The Oscars will be broadcast this Sunday night on ABC, and I can tell you two things about it already: 1) there will be some parody of last year’s Best Picture screwup either in the opening or in Jimmy Kimmel’s monologue, possibly involving Warren Beatty but definitely not Faye Dunaway; and 2) the TV ratings will not be very good.
The latter has nothing to do with Kimmel, although right-wing cranks will, of course, blame it on the anti-Trump and other political stances he’s taken on his late night show in recent months. To the contrary, the Oscars viewership drop is due to the lack of blockbuster movies among the top nominees. In fact, if you combine the domestic box office of the nine Best Picture nominees, from “The Post” making $78.8 million, all the way down to “Call Me By Your Name” earning $15.8 million, the total comes to $348.6 million.
That’s less than the domestic gross of any one of the top five movies, according to Box Office Mojo. In the 2017 calendar year, “Star Wars: The Last Jedi” made $618 million, “Beauty And The Beast” made $504 million, “Wonder Woman” made $412 million, “Guardians Of The Galaxy 2” made $389 million, and “Jumanji: Welcome To The Jungle” earned $387 million.
Some of those blockbusters will show up on the Oscars in the technical categories (visual effects, sound design, etc.) and some of their stars may be among the presenters — I can’t imagine that Gal Gadot won’t make an appearance behind the podium at some point — but they won’t be in the running for Best Picture, Best Director, or any of the top four acting awards.
Having a smash hit in the running for the big Oscars definitely helps bring in viewers. The most-watched Academy Awards ever took place in 1998, when over 55 million people tuned in to see “Titanic” dominate the night. The only other time an Oscars-cast drew more than 50 million viewers was in 1983, when “Gandhi” ran away with the top prize. Last year, fewer than 33 million tuned in.
Plus, television ratings for just about everything — including the Super Bowl, Olympics, and other must-see-live events — have been down across the board, as Americans choose from so many other options or, more likely, ignore live TV altogether. Oh, and don’t believe the oft-repeated lie that “a billion people are watching tonight.” There’s no way that one in seven humans on the entire planet are tuning in, when they can’t even get one in seven Americans to watch!

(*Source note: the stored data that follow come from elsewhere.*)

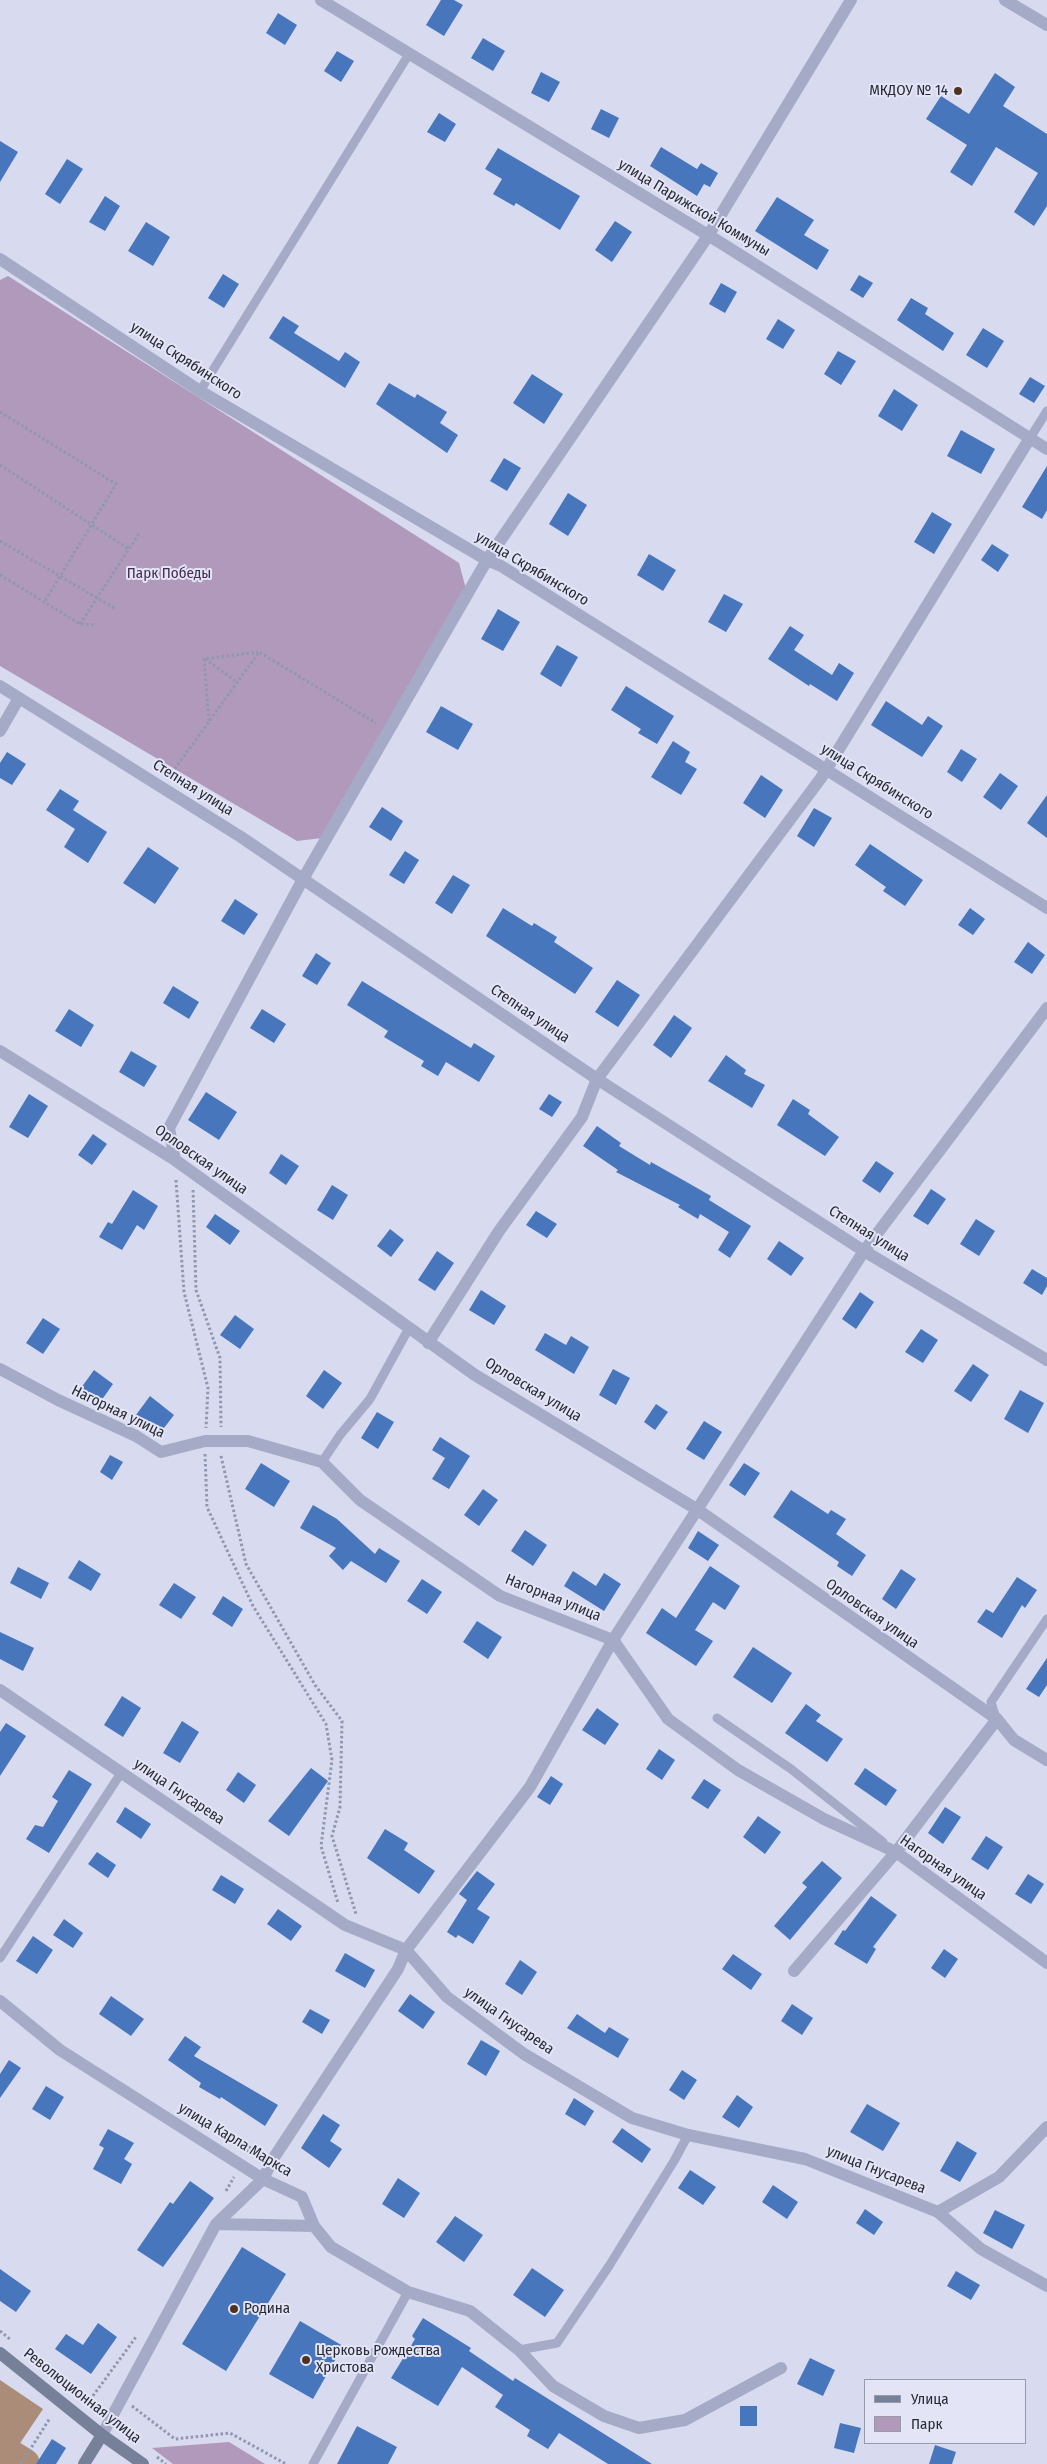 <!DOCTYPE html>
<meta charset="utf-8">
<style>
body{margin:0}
#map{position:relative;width:1047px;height:2464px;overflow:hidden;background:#d8daef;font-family:"Fira Sans Condensed",sans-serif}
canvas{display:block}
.legend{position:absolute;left:864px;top:2379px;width:162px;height:65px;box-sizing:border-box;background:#e3e5f7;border:1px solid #979aa8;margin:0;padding:6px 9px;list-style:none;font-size:15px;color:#262a32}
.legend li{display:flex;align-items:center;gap:10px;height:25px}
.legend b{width:25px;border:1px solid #979aa8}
</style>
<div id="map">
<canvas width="1047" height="2464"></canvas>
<ul class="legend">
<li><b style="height:6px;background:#778099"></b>Улица</li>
<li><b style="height:14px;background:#b199bc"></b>Парк</li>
</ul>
</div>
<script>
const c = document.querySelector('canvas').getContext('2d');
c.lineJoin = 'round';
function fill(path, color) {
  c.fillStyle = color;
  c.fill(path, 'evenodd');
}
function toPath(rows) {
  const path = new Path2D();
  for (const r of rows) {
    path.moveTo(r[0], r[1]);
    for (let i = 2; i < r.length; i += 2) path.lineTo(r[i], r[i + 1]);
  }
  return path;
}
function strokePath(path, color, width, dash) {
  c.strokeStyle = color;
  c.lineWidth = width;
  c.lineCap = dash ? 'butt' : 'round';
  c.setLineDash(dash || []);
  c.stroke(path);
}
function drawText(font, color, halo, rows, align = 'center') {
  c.font = font + ' "Fira Sans Condensed",sans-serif';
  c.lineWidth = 4;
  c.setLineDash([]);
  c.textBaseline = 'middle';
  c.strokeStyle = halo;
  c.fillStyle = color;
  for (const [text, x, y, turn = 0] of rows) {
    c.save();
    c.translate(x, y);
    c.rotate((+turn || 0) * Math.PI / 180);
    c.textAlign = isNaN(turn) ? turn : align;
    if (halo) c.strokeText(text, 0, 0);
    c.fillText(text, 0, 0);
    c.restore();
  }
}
fill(toPath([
 [8,276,459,563,466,589,322,838,297,841,0,666,0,280],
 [229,2442,265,2464,173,2464,152,2448]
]), '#b199bc');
fill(toPath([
 [0,2380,43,2409,6,2464,0,2464]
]), '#aa8c79');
strokePath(toPath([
 [0,2449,24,2464]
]), '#aa8c79', 32);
fill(toPath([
 [441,0,454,0,463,5,444,36,426,25],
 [278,13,297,25,285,45,266,33],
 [483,38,505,51,493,71,471,58],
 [337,51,354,61,341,82,324,71],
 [541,72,560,82,549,102,531,93],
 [995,73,1015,87,1003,106,1047,134,1047,206,1034,226,1014,212,1038,173,996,147,972,186,950,172,967,145,926,119,941,96,969,114],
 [601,109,619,118,609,138,591,129],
 [439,113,456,124,445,142,427,132],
 [0,141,18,152,0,182],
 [661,147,697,169,701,163,718,173,710,187,704,184,697,196,650,166],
 [498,148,580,196,560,230,516,203,514,206,493,194,502,179,485,169],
 [67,159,83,169,60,204,45,194],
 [105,196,120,206,105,231,89,222],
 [777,197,814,220,804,235,829,250,817,270,755,231],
 [615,221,632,232,612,262,595,250],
 [146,222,170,237,153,266,128,251],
 [223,274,239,284,224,308,208,298],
 [859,275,873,283,863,298,850,290],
 [721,283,737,292,725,313,709,304],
 [911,298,928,308,925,314,954,333,943,351,897,320],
 [283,316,299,326,294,333,339,361,345,352,360,362,345,388,269,338],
 [778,319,795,330,783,349,766,339],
 [983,328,1004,341,987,368,966,355],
 [838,351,856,361,841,385,824,374],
 [532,374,563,394,544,424,513,403],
 [1030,377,1045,386,1034,403,1019,394],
 [389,383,415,398,417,394,447,412,440,423,458,435,447,453,376,404],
 [894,389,918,405,902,431,878,416],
 [961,430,995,449,981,474,947,456],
 [504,458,521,468,507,491,490,481],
 [1047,466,1047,510,1042,519,1022,507],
 [568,493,587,505,568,536,549,524],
 [932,512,952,524,934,554,914,542],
 [992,544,1009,555,998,572,981,560],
 [649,554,676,570,663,591,637,575],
 [724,594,743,604,726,632,708,622],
 [498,609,520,622,503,651,481,639],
 [790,626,804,635,794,650,832,675,839,663,854,673,837,701,810,684,809,686,768,659],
 [557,645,578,657,561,687,540,674],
 [626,686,674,716,657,744,638,733,641,729,611,710],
 [886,701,922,725,928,716,943,726,922,757,871,725],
 [441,706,473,724,458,750,426,732],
 [673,741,690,752,685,762,697,769,681,795,651,777],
 [961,749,977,759,962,782,947,772],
 [7,752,26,764,12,785,0,778,0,763],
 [1000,773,1018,786,1001,810,983,797],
 [761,775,783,790,765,818,743,803],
 [60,789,79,801,73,810,107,832,88,863,64,847,75,829,46,810],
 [1047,795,1047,838,1027,823],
 [382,807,403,821,391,841,369,827],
 [814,808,832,818,814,847,797,836],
 [870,844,923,880,905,906,883,891,886,887,855,865],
 [148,847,179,868,155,904,123,883],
 [405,851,419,860,404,884,389,875],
 [453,875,470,885,452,914,435,903],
 [235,899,258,914,244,935,221,921],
 [503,908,532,926,534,923,557,937,554,942,593,968,575,994,486,936],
 [970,908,985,919,973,935,958,925],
 [1028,942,1045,955,1032,974,1014,962],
 [316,953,331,963,317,985,302,976],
 [617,980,640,995,618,1027,595,1012],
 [362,981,471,1048,474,1043,495,1056,479,1082,446,1062,438,1076,421,1066,424,1061,384,1037,388,1031,347,1005],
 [173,986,199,1002,189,1019,163,1003],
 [69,1009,94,1025,81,1047,55,1031],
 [262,1009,286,1024,274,1043,250,1028],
 [674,1015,692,1028,671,1058,653,1045],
 [131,1051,157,1066,144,1087,119,1072],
 [726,1055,746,1070,744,1074,765,1085,752,1108,708,1081],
 [206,1092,237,1112,219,1140,188,1120],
 [29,1094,48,1106,28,1138,9,1127],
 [549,1094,562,1102,552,1117,539,1109],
 [793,1099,810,1110,808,1114,839,1137,825,1156,777,1125],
 [597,1126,621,1143,619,1146,650,1165,651,1162,683,1180,711,1196,709,1200,751,1226,730,1258,718,1250,729,1232,700,1214,698,1219,678,1207,680,1205,616,1172,618,1170,583,1146],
 [93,1134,107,1144,92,1165,78,1155],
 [281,1154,299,1166,286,1185,269,1173],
 [876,1161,894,1173,880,1193,862,1181],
 [332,1185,348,1195,333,1220,317,1210],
 [931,1189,946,1199,928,1225,913,1216],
 [133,1190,158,1206,144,1230,137,1225,122,1250,99,1237,108,1222,112,1224],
 [536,1211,557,1224,547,1238,526,1225],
 [215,1214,240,1231,230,1245,206,1227],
 [976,1219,995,1231,979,1256,960,1244],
 [390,1229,404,1240,391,1257,377,1246],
 [779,1241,804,1258,791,1276,767,1259],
 [437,1251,454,1263,435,1291,418,1280],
 [1032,1269,1047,1278,1047,1286,1042,1295,1023,1283],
 [481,1290,506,1306,494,1325,469,1310],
 [860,1292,874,1302,856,1329,842,1319],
 [235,1315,254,1329,240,1349,220,1335],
 [43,1318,60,1329,43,1354,26,1343],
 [921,1329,938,1340,923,1363,905,1352],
 [545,1333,566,1345,571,1336,589,1347,574,1374,535,1350],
 [973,1364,989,1375,971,1402,954,1391],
 [613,1369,630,1378,616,1405,599,1395],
 [94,1370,113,1384,101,1401,81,1388],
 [324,1370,342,1383,323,1409,306,1396],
 [1020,1390,1044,1403,1028,1433,1004,1419],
 [150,1396,174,1415,157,1437,133,1419],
 [656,1404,668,1412,655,1430,644,1422],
 [377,1412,394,1422,378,1449,361,1438],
 [704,1421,722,1432,704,1460,686,1449],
 [440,1437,470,1456,449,1489,432,1479,445,1458,432,1450],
 [110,1455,123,1462,112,1480,100,1472],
 [261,1463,290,1481,274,1507,245,1489],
 [744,1463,760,1473,745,1496,729,1485],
 [483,1489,498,1500,479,1526,464,1515],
 [791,1490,828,1514,831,1510,846,1519,836,1534,866,1555,852,1576,837,1566,839,1562,773,1517],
 [313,1505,337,1519,375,1554,379,1548,400,1561,386,1583,351,1561,343,1570,329,1556,336,1548,300,1528],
 [525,1530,547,1545,533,1566,511,1551],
 [698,1531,719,1545,708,1561,688,1548],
 [79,1560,101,1574,91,1591,68,1578],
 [710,1566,740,1586,725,1610,713,1602,695,1630,713,1641,696,1666,646,1633,662,1608,676,1618],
 [18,1567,49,1583,41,1599,10,1583],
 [901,1569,916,1579,896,1609,882,1599],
 [573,1571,596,1586,604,1573,621,1584,604,1611,564,1586],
 [1017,1577,1037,1590,1025,1608,1022,1605,1002,1638,977,1622,986,1609,993,1613],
 [422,1579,442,1592,427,1614,407,1601],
 [174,1583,196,1597,181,1619,159,1605],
 [223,1596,243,1609,232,1627,212,1614],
 [477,1621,502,1637,488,1659,463,1642],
 [0,1632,34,1648,23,1671,0,1659],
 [753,1647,792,1673,772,1703,733,1677],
 [1047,1658,1047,1685,1039,1697,1026,1689],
 [122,1696,141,1708,123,1737,104,1725],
 [806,1704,821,1715,816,1721,843,1739,827,1762,785,1733],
 [597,1708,619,1724,605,1745,582,1730],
 [182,1721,199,1732,180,1763,163,1753],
 [6,1723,26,1736,0,1776,0,1732],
 [659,1749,675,1760,662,1780,646,1769],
 [311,1768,328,1781,289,1836,268,1821],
 [865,1768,897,1790,886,1806,854,1784],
 [69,1770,92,1784,49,1853,26,1839,35,1825,43,1827,58,1801,52,1797],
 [238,1772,256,1785,244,1803,226,1790],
 [551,1776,563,1784,550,1805,537,1797],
 [704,1779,721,1790,708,1809,691,1798],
 [125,1807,151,1824,141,1839,116,1822],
 [945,1807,961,1817,943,1844,928,1833],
 [758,1816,781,1832,765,1854,743,1837],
 [385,1829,408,1843,404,1850,435,1871,419,1894,367,1858],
 [986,1836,1003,1847,988,1870,971,1859],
 [97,1852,116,1865,108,1878,88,1864],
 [822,1861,842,1878,790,1940,774,1926,807,1887,802,1883],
 [477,1871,495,1884,477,1909,490,1917,473,1944,458,1935,456,1938,447,1932,467,1900,459,1894],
 [1028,1874,1044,1884,1031,1904,1015,1894],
 [221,1875,244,1889,235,1904,212,1890],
 [871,1896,897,1915,873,1947,876,1949,867,1964,834,1944,843,1930,845,1931],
 [278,1909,302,1926,291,1941,267,1924],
 [64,1919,83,1933,73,1948,53,1935],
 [33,1936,53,1950,37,1974,16,1961],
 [944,1949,958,1959,945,1978,931,1968],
 [345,1953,375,1970,365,1988,335,1971],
 [733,1954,762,1974,751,1990,722,1969],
 [520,1960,537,1972,522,1995,505,1984],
 [410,1994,435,2012,423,2029,398,2011],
 [111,1996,144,2019,131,2036,99,2014],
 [792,2004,813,2018,802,2035,781,2021],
 [310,2009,330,2020,322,2034,302,2022],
 [577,2014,605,2033,609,2027,629,2039,618,2058,567,2028],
 [185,2036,201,2047,194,2056,278,2105,265,2126,221,2097,220,2099,199,2087,201,2083,168,2060],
 [481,2040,500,2051,486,2076,467,2064],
 [9,2060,21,2068,0,2098,0,2074],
 [682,2070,697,2080,684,2100,669,2090],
 [46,2086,64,2097,50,2120,32,2109],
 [737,2095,753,2107,739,2128,722,2117],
 [574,2098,594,2111,585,2126,565,2114],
 [867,2104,900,2123,883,2151,850,2132],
 [323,2114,340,2125,330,2141,342,2149,329,2168,301,2148],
 [622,2128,651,2149,642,2163,612,2142],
 [108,2129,134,2143,124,2159,132,2164,121,2184,93,2169,104,2148,99,2145],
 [957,2141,977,2153,960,2182,940,2171],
 [690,2170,716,2187,703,2205,678,2188],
 [398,2178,420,2193,404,2218,382,2204],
 [190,2181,214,2198,163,2267,137,2250,170,2202,173,2204],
 [773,2185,798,2202,787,2219,762,2202],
 [865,2209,883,2222,874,2235,856,2223],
 [995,2210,1025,2225,1012,2249,983,2233],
 [455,2216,483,2235,464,2262,436,2242],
 [242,2247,286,2274,226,2371,182,2344],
 [532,2268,564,2290,545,2317,513,2295],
 [0,2269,31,2291,16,2312,0,2301],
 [956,2271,980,2285,971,2300,947,2286],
 [423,2318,471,2348,469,2351,513,2381,515,2378,652,2464,608,2464,559,2433,548,2449,527,2436,530,2430,495,2407,503,2395,462,2367,438,2406,391,2378,415,2339,412,2336],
 [300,2321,343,2346,313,2399,269,2374],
 [98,2323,117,2337,91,2374,55,2349,66,2334,83,2345],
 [810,2358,835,2370,823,2396,797,2384],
 [740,2406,757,2406,757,2426,740,2426],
 [840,2423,861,2428,854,2453,834,2448],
 [357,2426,397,2447,388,2464,337,2464],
 [52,2439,66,2448,56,2464,36,2464],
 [935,2445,956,2452,952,2464,929,2464]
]), '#4776bd');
strokePath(toPath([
 [0,412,116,484,45,601],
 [0,465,129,549],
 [0,541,116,609],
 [0,575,80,624,96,625],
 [80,624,140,532],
 [205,659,237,682],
 [209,721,204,659,258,652],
 [169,777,259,652,376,723],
 [176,1180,184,1292,208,1388,206,1428],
 [193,1190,196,1290,220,1358,221,1427],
 [205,1454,207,1507,253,1606,326,1724,332,1760,321,1846,338,1903],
 [221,1456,246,1564,315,1685,342,1721,340,1807,332,1836,356,1914],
 [247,2152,249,2147,259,2152],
 [226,2191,234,2177],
 [0,2331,11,2340],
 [87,2404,136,2337],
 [132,2406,175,2439,230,2433,286,2464],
 [157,2457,166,2464],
 [21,2464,50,2418]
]), '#8f97b1', 3, [2.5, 2.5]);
strokePath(toPath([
 [200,391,409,54],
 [1030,438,1047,411],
 [322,1462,340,1435,370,1399,409,1328],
 [717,1718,791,1769,883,1842],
 [996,1718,991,1702,1047,1619],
 [0,1958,121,1773],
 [519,2350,557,2343,609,2266,674,2161,688,2135],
 [313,2464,408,2292]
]), '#a5abc6', 9);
strokePath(toPath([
 [321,0,721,243,1047,449],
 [1005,0,1047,25],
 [0,259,200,391,487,560,501,566,1047,908],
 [0,686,241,837,597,1079,864,1251,1047,1360],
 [0,731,19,698],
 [0,1051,175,1160,475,1375,698,1510,997,1719,1014,1740,1047,1760],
 [175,1160,169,1128,303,879,487,560,708,236,851,0],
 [428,1343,499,1231,582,1117,597,1079,821,778,1030,438],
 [0,1369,58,1400,136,1436,161,1452,205,1441,248,1441,322,1462,360,1500,500,1596,613,1640,668,1719,738,1770,824,1819,896,1852,1047,1963],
 [0,1690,345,1925,406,1950,447,1997,524,2054,632,2118,688,2135,805,2159,938,2212,981,2249,1047,2286],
 [794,1971,896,1852,997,1719],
 [0,2001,60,2050,263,2179,302,2197,314,2226,331,2247,408,2292,470,2311,519,2350,553,2386,604,2416,639,2428,685,2420,781,2368],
 [938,2212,999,2177,1047,2127],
 [216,2224,314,2226],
 [102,2435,216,2224,263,2179,273,2159,398,1969,406,1950,530,1787,613,1640,864,1251,1047,1008]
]), '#a5abc6', 12);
strokePath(toPath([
 [0,2353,102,2435,143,2464],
 [84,2464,102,2435]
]), '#778099', 12);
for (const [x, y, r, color] of [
 [958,91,5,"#50331e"],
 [234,2309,5,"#50331e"],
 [306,2360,5,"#50331e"]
]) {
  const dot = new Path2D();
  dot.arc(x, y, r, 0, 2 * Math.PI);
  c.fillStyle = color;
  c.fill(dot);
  strokePath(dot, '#e3e5f7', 2);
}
drawText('15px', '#262a32', '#e3e5f7', [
 ["МКДОУ № 14",948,91,"right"],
 ["Родина",244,2309],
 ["Церковь Рождества",316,2351],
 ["Христова",316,2368]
], 'left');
drawText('15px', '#262a32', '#e3e5f7', [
 ["улица Парижской Коммуны",694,208,31],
 ["улица Скрябинского",186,361,33],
 ["улица Скрябинского",532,569,31],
 ["улица Скрябинского",877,782,32],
 ["Степная улица",193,788,32],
 ["Степная улица",530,1014,34],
 ["Орловская улица",201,1160,35],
 ["Степная улица",869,1234,32],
 ["Орловская улица",533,1390,31],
 ["Нагорная улица",118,1412,26],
 ["Нагорная улица",553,1598,22],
 ["Орловская улица",872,1614,35],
 ["улица Гнусарева",179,1792,34],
 ["Нагорная улица",943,1868,35],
 ["улица Гнусарева",509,2021,35],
 ["улица Карла Маркса",235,2140,31],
 ["улица Гнусарева",876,2170,22],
 ["Революционная улица",82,2396,38]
]);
drawText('15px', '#452b4e', '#e3e5f7', [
 ["Парк Победы",169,574]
]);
</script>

On the other hand, while viewership will be down, there are still some damned good movies and performances to honor this year. Here are my predictions of some of the winners:
Best Picture: “Three Billboards Outside Ebbing, Missouri.” There’s been a recent groundswell on behalf of “Get Out,” and I wouldn’t mind either of them taking the top prize, since they made the top four on my Best Movies Of 2017 list. However, “Get Out” is more likely to dominate the Independent Spirit Awards on Saturday afternoon (broadcast live from inside a tent on Santa Monica Beach on the IFC Channel, it’s a fun event made even better by returning hosts John Mulaney and Nick Kroll). My number one movie of the year, “The Big Sick,” wasn’t nominated by the Academy, but at least it’s in the running for Original Screenplay. It’s also possible that “The Shape Of Water” has grabbed the imaginations of enough Oscar voters to slide in for a win, but I am betting on the Billboards.
Best Director: While I’d love to see first-timers Greta Gerwig (“Lady Bird”) and Jordan Peele (“Get Out”) pull off an upset, Guillermo del Toro will take it for his inter-species love story, “The Shape Of Water.” I haven’t seen it, or any human-having-intercourse-with-sea-creature movie since “Splash.”
Best Actress: It’s been 11 years since Frances McDormand won for “Fargo.” She’ll pick up her second Oscar for “Three Billboards Outside Ebbing, Missouri” while Meryl Streep smiles and claps yet again.
Best Actor: The mortal lock of the year is Gary Oldman in “Darkest Hour.” He’s unrecognizable under the prosthetics that make him look like Winston Churchill, but it’s his performance that guarantees his win.
Best Supporting Actress: I’d love to see Laurie Metcalf win for playing Saoirse Ronan’s mother in “Lady Bird,” but I can’t argue with the likely choice of Allison Janney, who will continue her streak of award-show nods for “I, Tonya,” in which she plays the mother of Tonya Harding (Margot Robbie) and steals every scene she’s in. The rest of the field is so far behind they’re not even in the running.
Best Supporting Actor: Sam Rockwell has been picking up lots of trophies lately for his very solid work in “Three Billboards.” He not only deserves the award for his performance, but may also get this as an “at-last” honor for all the other characters he’s inhabited on screen so brilliantly for the last 20 years. The spoiler here could be Willem Dafoe in a movie I hated, “The Florida Project.” He was the only good thing in it, and he also has a distinguished career that hasn’t included an Oscar, but I’m still picking Rockwell to win.
Now, if the Price Waterhouse Coopers accountants can stay off social media and do their handing-out-envelopes job correctly, we may get a glitch-free evening of entertainment.